Non lo rividi per molto tempo, ma misteriosamente restammo amici. Tanto che, anni dopo, mi coinvolse nella mediazione durante la cosiddetta “guerra di Segrate” tra lui e De Benedetti».
Di De Benedetti, nel libro, lei scrive che è stato un imprenditore che avrebbe potuto portare l’Italia a livelli mai visti. Cosa lo frenò?
«La volontà di andare subito all’incasso. Il finanziere Svetlich, che lo conosceva bene, diceva che quando sarebbe morto sulla sua lapide avrebbero scritto: “Cadde un soldino, perì nella mischia"».
È stata anche la sua filosofia?
«No. Ha presente quei bambini che per giocare si travestono da cowboy come nei western? Ecco, ho fatto sempre quella cosa lì».
Nacque così Fastweb?
«Avevo fiutato l’importanza del digitale, e annusato l’affare. Ebbi 800 milioni dalle banche in cambio solo di un racconto: una cosa oggi inimmaginabile
. Ne uscii in tempo, appena mi resi conto della sbronza da successo dell’ad Silvio Scaglia: come tutti i manager della sua generazione, non aveva mai vissuto una crisi. Che poi, puntualmente, arrivò».
L’amore più lungo è stato quello per il Teatro alla Scala: è rimasto nel cda 25 anni.
«Ho il vanto di essere stato fatto fuori da Marcello Foa, il papà di uno dei comunicatori di Salvini. Una persona, peraltro, assai simpatica».
Dicono che in realtà lei volesse fare il Sovrintendente.
«Una leggenda nata anni fa, quando Pisapia, da sindaco, stava per prendere Alexander Pereira. Lo avvertii che sarebbe stata una scelta disastrosa, proponendogli di prendersi più tempo: nell’attesa l’avrei aiutato col braccio sinistro, senza incarichi».
Come reagì?
«Anziché dirmi che aveva già deciso, temporeggiò.
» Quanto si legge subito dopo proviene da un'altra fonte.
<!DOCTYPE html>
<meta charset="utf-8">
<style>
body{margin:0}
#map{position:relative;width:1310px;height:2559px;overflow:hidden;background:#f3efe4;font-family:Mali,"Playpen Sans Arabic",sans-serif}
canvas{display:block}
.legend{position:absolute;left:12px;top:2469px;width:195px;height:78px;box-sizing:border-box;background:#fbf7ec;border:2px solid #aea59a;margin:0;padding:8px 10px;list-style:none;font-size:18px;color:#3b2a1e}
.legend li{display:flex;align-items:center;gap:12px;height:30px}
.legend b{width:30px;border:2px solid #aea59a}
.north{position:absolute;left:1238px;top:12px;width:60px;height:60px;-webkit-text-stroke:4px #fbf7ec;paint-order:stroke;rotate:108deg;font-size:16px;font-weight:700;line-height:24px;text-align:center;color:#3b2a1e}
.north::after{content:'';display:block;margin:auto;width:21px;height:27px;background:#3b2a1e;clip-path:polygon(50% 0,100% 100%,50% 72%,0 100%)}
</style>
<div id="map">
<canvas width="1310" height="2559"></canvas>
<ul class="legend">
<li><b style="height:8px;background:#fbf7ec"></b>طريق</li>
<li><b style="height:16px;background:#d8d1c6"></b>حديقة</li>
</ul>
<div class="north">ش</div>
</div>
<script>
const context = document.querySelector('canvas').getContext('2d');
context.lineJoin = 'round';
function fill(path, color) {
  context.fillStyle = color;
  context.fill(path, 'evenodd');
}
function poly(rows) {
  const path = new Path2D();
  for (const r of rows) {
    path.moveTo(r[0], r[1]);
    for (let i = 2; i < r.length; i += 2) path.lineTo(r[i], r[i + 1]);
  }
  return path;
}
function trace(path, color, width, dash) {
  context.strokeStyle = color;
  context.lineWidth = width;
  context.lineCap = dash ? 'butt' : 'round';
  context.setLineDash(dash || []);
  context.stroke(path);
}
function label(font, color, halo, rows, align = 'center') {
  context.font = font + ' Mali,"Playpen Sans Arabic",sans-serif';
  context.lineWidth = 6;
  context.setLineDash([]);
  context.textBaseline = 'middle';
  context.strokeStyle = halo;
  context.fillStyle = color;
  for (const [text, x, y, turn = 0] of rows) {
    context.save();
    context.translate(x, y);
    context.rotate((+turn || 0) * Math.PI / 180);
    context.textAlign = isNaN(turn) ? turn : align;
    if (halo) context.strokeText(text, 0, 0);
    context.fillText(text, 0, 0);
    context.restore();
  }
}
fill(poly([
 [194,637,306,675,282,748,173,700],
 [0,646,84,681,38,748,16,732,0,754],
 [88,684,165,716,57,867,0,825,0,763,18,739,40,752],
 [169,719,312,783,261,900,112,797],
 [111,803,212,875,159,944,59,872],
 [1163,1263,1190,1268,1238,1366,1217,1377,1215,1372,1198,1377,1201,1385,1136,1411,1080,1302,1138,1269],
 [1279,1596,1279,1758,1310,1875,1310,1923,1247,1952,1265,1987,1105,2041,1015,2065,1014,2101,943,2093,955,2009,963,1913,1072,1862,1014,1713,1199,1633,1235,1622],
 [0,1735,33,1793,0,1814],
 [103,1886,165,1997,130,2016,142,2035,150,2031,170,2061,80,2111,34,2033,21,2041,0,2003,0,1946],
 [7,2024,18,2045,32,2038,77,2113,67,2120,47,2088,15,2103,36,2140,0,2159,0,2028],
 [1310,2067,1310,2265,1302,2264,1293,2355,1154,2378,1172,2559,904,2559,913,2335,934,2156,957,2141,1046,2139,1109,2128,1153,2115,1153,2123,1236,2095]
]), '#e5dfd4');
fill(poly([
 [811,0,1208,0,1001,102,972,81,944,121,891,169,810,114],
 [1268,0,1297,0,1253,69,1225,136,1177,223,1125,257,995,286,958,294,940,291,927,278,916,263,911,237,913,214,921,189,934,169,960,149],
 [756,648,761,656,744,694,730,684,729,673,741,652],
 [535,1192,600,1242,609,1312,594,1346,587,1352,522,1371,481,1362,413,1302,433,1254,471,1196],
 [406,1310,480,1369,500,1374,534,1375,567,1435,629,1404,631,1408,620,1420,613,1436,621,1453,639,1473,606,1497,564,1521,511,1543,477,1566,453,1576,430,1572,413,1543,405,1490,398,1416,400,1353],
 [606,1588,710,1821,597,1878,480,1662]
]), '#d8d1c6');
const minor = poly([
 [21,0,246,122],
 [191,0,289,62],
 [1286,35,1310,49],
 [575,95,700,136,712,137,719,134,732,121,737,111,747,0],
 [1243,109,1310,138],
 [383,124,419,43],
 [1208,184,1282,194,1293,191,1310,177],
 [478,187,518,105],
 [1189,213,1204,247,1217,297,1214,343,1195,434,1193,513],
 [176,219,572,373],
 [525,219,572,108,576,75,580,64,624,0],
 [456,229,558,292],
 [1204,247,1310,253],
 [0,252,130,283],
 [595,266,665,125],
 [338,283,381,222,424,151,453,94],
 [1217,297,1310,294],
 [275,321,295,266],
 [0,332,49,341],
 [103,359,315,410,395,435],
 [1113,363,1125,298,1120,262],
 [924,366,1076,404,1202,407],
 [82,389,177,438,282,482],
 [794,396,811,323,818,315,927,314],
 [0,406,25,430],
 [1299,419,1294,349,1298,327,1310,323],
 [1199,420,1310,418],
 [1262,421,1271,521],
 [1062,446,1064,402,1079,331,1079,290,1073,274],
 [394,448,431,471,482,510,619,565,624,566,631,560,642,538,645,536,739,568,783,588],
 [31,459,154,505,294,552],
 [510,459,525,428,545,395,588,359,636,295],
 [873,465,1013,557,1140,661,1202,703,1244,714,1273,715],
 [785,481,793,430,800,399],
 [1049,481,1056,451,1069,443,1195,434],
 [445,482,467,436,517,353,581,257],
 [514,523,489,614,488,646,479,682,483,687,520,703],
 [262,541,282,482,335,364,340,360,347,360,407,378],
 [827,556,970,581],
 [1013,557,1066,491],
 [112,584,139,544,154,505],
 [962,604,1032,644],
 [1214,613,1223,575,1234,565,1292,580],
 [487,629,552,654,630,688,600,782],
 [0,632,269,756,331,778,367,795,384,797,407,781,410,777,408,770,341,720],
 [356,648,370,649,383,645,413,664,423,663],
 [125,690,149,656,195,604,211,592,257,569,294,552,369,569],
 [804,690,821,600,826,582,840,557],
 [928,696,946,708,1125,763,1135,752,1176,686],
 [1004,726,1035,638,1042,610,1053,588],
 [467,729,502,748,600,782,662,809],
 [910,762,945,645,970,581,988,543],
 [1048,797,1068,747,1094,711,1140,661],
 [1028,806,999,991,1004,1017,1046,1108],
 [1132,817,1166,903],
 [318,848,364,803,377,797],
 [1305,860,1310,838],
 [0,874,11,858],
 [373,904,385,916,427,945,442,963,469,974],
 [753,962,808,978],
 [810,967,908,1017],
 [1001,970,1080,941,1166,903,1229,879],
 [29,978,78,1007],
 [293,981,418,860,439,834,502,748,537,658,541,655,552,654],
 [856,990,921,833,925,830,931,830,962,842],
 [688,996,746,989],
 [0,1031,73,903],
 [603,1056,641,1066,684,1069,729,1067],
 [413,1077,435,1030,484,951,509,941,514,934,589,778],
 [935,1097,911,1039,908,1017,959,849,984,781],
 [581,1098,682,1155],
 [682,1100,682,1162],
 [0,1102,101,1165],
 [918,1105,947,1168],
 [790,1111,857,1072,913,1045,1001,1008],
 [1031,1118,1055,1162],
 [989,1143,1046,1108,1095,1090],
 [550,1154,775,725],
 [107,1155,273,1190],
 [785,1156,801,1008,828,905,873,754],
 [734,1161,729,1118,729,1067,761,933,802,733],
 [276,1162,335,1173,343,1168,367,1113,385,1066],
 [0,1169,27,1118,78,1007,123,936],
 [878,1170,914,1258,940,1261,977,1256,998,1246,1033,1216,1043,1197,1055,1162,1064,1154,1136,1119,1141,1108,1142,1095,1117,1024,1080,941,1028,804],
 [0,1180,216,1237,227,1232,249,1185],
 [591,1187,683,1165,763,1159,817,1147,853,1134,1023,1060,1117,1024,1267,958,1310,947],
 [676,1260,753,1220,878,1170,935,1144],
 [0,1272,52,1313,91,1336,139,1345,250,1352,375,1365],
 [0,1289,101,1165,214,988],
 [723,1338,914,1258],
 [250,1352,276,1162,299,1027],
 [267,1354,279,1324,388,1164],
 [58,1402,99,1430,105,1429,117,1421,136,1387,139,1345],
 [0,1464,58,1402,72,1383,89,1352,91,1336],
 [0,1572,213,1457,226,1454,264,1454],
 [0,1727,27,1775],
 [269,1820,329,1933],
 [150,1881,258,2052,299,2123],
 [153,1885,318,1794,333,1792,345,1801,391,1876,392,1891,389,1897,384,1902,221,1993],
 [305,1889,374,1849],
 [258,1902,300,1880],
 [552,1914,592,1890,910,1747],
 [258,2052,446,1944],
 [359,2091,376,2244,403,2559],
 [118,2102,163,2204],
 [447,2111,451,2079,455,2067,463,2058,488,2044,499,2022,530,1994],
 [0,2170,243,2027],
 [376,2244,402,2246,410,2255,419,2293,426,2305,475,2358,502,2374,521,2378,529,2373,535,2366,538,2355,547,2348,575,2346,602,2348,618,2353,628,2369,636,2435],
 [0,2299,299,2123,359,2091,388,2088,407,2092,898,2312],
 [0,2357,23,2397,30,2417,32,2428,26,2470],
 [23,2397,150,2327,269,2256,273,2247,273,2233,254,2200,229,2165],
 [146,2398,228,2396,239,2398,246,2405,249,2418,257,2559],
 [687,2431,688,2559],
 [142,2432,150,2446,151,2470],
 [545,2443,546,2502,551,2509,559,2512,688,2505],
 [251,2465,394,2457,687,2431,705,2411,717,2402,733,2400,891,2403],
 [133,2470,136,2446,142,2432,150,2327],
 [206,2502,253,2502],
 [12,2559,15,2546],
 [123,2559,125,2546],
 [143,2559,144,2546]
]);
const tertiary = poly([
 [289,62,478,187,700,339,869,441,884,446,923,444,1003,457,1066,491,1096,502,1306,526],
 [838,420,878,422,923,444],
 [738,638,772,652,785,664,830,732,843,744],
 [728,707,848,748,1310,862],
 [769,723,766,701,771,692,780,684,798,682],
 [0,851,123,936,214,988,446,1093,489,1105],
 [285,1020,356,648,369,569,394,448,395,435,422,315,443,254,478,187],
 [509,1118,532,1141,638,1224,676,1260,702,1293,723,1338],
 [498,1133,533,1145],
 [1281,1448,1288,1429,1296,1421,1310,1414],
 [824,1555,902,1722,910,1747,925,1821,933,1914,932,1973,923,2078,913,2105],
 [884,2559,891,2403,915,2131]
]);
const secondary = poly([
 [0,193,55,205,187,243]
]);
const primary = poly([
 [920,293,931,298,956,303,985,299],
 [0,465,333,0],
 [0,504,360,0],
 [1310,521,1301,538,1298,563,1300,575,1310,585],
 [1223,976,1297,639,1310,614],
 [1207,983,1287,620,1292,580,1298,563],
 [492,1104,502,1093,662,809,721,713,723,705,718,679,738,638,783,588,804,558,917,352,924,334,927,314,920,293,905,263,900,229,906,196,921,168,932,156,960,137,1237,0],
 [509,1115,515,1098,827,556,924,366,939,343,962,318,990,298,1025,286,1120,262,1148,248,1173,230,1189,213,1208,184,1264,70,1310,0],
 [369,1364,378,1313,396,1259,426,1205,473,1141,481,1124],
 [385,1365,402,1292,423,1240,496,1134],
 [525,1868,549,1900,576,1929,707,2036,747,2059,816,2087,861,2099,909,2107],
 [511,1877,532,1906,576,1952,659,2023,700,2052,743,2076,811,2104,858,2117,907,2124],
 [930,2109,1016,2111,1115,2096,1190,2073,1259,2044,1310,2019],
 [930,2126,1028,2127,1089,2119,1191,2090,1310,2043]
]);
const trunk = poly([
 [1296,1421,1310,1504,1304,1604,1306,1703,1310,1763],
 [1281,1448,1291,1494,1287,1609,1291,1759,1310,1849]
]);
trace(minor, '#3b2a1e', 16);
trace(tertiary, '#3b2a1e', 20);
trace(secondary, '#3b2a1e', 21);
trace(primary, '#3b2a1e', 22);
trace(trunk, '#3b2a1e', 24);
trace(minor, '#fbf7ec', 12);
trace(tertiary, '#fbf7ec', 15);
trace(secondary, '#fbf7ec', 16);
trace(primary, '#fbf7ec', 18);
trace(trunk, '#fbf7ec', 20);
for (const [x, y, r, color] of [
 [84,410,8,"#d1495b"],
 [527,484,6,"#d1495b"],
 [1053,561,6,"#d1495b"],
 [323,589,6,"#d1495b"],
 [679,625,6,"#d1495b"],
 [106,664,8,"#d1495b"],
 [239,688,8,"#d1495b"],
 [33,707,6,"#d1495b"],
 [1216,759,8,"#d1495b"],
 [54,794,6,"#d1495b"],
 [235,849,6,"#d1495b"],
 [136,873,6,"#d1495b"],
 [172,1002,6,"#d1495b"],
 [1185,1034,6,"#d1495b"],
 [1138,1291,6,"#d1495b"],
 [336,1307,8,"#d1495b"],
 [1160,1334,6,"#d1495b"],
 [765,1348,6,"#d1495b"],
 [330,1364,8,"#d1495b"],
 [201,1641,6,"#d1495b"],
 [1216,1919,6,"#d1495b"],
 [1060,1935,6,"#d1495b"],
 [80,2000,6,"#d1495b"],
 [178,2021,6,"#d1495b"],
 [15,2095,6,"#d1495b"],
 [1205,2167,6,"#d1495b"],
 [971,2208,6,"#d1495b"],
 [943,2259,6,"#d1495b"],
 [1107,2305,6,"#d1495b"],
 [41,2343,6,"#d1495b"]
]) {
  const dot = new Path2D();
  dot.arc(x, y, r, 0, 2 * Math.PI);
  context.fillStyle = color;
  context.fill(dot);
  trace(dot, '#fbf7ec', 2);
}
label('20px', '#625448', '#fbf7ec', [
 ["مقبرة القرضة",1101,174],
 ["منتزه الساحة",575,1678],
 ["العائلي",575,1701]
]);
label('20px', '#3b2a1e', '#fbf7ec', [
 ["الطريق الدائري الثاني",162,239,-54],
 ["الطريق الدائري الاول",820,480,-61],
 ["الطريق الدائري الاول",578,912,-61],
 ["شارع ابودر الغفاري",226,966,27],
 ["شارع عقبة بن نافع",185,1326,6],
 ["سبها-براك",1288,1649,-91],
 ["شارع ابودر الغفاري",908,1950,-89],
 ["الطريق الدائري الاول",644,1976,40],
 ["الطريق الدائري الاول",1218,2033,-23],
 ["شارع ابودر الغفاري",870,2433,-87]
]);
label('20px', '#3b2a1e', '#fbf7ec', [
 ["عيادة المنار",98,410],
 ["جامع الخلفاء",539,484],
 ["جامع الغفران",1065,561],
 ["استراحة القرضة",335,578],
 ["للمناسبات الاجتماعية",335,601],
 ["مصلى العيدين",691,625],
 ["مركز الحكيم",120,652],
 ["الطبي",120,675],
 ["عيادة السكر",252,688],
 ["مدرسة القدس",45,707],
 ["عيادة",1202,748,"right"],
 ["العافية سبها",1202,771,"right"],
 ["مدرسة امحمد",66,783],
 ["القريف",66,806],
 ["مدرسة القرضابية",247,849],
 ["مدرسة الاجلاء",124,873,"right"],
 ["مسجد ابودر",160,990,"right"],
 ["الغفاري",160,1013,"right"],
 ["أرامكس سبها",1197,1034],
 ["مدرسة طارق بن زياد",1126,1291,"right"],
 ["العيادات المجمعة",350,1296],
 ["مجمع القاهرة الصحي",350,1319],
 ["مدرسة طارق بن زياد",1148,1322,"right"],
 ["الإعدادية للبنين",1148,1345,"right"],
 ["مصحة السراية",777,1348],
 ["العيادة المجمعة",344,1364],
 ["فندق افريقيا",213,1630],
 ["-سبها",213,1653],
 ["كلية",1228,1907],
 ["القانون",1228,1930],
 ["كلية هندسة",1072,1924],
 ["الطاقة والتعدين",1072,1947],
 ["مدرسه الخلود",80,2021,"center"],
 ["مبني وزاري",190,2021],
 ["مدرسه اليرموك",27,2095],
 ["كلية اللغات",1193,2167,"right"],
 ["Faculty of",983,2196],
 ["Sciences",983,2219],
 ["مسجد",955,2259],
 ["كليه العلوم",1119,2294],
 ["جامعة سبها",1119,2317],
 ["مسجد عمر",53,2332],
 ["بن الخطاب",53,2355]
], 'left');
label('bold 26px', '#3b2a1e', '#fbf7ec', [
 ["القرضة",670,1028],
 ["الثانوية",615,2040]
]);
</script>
Da avvocato, ha sempre rinviato tutto: causa che pende, causa che rende».
E su Sala invece? Che valutazione dà dell’inchiesta sull’urbanistica?
«È stata da poco avviata, vedremo gli sviluppi. Forse, il sindaco avrebbe potuto arginare meglio l’ascesa immobiliarista della città».
A proposito di quell’ascesa: lei è socio al 7% nella holding che controlla la Coima di Manfredi Catella, finito nell’inchiesta.
«Rispetto il lavoro dei giudici, ma fatico a trovare il Catella che ho conosciuto nelle ricostruzioni di queste settimane. Le radici di questa inchiesta sono comunque da cercare nell’Expo: un razzo propulsore che ha inserito Milano tra i centri mondiali di turismo e attività immobiliari, senza però portare un briciolo di attenzione per la cultura».
A 87 anni è ancora in pista: presidente di Genextra, la holding che ha fondato per investire nella ricerca genomica. Come vive il tempo che passa?
«Non me ne frega niente: finché la va, la va. Non ho la vocazione all’immortalità».
Nessuna paura della morte?
«Solo un disagio, ricorrente: ogni volta che assisto alla scomparsa di grandi personaggi, penso con disperazione alla perdita di tutto quel sapere. Ecco, se potessi farei questo: prenderei un chip e trasferirei ai neonati quella saggezza».